Exercise objective: Lines holding the string "function" are the ones to copy; find them all in the data.

[Dataset entries]

···

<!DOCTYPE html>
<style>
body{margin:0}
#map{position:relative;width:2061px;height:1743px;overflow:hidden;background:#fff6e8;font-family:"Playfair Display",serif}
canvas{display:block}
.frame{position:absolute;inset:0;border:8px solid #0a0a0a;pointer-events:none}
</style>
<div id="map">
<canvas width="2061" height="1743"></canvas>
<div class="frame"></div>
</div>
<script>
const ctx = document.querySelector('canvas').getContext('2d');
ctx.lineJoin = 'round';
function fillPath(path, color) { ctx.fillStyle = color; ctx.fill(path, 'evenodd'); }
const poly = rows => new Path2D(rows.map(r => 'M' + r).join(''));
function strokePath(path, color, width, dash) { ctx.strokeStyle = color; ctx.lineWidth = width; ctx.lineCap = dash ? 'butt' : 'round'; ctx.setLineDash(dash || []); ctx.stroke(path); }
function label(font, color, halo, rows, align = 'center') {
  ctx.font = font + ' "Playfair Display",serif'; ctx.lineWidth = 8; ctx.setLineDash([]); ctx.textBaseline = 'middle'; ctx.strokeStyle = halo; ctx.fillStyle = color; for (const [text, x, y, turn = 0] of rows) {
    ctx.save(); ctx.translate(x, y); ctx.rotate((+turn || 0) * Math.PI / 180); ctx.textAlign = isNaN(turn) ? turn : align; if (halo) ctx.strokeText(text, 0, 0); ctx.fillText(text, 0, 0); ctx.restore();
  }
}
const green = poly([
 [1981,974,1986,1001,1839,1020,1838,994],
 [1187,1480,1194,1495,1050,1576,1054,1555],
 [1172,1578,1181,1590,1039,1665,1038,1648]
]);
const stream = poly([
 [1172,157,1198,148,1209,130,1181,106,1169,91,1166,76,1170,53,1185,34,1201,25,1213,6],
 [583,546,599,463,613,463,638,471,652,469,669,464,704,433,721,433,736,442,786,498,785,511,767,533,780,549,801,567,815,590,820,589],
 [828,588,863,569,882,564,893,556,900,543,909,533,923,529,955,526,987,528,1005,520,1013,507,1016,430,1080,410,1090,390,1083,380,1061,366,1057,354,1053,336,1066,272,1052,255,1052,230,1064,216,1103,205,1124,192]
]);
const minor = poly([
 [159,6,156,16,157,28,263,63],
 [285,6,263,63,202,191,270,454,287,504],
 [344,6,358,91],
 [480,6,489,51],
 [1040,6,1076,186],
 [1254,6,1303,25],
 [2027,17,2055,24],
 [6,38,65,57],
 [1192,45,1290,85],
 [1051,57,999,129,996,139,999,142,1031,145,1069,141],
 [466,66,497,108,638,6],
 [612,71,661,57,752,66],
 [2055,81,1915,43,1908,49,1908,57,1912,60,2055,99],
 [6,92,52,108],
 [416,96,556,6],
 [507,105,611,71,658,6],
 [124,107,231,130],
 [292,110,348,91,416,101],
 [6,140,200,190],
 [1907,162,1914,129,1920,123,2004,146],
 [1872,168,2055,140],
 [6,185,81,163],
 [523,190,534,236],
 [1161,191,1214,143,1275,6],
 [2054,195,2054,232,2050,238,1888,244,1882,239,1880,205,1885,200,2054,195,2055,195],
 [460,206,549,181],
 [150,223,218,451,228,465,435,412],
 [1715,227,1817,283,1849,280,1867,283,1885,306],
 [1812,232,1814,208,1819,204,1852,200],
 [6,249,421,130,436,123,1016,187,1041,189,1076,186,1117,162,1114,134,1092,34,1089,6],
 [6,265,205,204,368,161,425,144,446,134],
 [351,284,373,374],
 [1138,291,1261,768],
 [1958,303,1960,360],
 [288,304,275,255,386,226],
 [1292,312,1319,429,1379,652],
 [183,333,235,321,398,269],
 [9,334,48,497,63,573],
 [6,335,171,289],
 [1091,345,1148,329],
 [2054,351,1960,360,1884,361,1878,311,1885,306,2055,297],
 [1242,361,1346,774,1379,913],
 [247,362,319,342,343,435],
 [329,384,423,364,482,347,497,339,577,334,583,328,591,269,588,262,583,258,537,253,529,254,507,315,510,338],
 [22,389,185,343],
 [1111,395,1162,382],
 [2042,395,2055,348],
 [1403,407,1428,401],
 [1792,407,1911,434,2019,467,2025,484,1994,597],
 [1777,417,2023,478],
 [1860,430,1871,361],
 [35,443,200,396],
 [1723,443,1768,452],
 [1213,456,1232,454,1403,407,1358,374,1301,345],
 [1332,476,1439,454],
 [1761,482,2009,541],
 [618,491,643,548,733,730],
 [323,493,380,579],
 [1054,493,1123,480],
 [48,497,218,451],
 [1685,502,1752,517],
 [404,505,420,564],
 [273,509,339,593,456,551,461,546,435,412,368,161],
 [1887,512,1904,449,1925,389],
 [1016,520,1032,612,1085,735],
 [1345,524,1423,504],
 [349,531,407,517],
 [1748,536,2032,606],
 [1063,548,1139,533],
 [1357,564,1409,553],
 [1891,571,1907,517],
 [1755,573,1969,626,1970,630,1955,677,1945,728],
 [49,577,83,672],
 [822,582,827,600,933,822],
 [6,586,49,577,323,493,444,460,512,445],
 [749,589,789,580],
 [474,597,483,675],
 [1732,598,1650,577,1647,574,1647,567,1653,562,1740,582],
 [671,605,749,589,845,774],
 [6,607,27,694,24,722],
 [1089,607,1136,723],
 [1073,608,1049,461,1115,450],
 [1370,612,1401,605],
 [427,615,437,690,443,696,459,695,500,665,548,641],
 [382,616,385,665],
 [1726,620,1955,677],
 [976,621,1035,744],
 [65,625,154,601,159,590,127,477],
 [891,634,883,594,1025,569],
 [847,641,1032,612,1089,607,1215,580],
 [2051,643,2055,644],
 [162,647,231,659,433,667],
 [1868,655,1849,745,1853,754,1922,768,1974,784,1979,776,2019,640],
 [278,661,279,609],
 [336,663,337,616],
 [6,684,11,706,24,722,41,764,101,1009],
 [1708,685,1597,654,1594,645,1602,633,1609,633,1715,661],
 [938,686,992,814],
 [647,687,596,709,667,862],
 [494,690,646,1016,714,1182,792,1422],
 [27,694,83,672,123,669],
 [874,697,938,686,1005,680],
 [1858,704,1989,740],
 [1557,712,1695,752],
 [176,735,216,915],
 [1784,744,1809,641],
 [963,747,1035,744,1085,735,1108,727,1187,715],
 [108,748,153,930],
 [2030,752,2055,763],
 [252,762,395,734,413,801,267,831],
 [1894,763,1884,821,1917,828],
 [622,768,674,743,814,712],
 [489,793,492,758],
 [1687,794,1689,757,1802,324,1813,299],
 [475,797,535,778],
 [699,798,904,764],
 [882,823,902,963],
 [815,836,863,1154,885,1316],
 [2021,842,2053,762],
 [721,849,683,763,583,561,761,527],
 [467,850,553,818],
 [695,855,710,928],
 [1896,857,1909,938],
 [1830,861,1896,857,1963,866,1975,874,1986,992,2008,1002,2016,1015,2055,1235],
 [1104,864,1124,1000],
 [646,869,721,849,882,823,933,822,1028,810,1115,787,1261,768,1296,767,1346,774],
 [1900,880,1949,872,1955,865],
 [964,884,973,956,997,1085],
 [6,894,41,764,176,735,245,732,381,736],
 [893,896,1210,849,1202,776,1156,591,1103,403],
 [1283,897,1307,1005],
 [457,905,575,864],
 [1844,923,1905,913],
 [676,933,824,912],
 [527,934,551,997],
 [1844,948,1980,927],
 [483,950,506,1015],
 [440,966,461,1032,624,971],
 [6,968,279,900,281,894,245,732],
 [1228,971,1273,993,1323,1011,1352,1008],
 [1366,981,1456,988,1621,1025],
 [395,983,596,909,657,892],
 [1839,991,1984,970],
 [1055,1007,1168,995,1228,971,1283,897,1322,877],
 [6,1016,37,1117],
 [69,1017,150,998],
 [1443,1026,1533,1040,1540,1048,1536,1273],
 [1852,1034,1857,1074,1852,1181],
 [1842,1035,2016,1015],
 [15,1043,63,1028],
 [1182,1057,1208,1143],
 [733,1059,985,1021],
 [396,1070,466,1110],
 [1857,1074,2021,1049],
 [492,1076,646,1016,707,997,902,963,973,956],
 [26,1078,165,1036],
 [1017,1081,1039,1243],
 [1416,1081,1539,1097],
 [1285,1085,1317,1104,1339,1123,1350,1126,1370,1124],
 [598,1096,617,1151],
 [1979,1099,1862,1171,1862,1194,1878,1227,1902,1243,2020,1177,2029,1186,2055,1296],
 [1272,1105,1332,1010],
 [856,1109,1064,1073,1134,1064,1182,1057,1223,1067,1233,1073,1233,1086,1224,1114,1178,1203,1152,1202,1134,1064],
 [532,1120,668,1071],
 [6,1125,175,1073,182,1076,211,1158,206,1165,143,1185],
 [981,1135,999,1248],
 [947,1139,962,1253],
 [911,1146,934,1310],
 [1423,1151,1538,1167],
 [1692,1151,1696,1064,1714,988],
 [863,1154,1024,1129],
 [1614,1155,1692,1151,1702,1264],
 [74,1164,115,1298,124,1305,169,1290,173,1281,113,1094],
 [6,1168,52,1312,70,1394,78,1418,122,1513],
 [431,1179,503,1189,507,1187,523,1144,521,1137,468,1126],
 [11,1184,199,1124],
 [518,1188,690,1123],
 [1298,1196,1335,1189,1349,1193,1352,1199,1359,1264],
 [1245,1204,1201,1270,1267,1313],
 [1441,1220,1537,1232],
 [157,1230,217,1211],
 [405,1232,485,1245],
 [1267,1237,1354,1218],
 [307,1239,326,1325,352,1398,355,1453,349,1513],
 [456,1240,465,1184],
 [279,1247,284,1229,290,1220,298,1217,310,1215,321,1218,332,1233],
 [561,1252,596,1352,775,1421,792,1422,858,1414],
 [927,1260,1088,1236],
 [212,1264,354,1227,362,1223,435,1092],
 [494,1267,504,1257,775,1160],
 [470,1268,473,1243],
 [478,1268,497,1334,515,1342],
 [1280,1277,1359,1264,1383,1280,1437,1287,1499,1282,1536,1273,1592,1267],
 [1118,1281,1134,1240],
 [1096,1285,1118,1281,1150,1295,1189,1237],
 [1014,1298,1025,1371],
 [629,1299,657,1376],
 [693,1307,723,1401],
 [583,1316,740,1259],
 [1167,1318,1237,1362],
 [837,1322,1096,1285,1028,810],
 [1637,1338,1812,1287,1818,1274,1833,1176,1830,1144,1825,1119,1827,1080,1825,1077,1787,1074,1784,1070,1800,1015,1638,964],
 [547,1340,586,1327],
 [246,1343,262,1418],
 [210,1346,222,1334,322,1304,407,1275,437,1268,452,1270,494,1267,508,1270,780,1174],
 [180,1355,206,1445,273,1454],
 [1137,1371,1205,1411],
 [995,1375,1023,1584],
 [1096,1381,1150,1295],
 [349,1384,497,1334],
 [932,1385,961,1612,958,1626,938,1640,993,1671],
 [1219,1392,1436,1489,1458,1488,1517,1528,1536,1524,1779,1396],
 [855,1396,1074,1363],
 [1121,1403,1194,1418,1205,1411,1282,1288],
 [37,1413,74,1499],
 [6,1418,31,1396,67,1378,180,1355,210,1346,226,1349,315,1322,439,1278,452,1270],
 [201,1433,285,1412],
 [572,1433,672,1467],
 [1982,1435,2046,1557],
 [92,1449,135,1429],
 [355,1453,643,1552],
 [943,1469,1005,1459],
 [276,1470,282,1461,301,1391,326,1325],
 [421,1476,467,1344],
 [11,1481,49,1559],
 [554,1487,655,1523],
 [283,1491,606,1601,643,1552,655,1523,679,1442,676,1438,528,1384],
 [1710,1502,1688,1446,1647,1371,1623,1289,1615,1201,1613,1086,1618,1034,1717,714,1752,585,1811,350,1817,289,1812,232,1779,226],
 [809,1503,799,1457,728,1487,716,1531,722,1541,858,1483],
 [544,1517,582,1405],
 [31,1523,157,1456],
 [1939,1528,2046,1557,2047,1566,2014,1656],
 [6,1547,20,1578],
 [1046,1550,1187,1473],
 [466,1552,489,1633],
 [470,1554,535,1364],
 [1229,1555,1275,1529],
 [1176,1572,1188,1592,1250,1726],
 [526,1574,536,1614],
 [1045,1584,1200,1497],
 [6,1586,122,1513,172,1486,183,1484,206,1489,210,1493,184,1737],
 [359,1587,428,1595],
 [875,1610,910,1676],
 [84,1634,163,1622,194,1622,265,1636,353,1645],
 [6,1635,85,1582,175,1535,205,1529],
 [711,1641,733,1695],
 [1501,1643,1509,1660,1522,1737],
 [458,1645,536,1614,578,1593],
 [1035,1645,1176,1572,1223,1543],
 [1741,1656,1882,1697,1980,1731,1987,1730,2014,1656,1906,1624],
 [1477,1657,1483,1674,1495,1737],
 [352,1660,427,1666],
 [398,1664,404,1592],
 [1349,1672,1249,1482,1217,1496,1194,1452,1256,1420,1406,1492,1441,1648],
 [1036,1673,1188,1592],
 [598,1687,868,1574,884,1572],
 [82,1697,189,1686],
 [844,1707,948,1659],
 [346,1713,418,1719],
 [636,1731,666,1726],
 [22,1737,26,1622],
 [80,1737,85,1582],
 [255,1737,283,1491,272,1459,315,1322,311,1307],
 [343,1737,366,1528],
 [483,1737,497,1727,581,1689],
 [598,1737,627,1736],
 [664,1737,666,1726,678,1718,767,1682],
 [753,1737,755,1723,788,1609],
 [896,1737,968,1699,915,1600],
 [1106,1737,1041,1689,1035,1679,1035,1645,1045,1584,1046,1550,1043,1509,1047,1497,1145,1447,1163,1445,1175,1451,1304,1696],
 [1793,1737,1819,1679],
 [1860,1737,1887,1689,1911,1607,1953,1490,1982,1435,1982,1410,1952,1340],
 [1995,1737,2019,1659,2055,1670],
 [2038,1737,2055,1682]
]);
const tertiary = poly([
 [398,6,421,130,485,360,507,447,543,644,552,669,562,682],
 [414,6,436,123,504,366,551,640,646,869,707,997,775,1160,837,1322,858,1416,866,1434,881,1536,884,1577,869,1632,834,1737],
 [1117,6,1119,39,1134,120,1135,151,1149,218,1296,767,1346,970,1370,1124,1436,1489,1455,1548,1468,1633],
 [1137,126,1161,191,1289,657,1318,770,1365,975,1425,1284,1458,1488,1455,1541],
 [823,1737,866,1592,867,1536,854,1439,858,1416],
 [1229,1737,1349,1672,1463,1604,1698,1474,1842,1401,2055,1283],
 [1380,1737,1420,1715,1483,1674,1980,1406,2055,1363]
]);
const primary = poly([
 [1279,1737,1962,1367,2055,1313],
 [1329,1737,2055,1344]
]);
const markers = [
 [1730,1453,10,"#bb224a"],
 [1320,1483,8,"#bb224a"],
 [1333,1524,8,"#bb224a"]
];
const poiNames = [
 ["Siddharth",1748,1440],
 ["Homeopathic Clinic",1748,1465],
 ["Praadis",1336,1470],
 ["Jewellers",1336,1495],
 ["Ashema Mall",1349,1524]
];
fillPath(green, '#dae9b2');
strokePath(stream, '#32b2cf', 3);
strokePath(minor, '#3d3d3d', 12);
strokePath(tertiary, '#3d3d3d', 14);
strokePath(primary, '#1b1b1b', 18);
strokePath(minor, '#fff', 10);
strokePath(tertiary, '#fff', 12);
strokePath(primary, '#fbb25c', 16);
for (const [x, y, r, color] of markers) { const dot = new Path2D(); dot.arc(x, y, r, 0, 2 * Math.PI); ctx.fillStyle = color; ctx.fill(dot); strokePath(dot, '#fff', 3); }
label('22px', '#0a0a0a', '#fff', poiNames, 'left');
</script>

···

Worked solution:
function fillPath(path, color) { ctx.fillStyle = color; ctx.fill(path, 'evenodd'); }
function strokePath(path, color, width, dash) { ctx.strokeStyle = color; ctx.lineWidth = width; ctx.lineCap = dash ? 'butt' : 'round'; ctx.setLineDash(dash || []); ctx.stroke(path); }
function label(font, color, halo, rows, align = 'center') {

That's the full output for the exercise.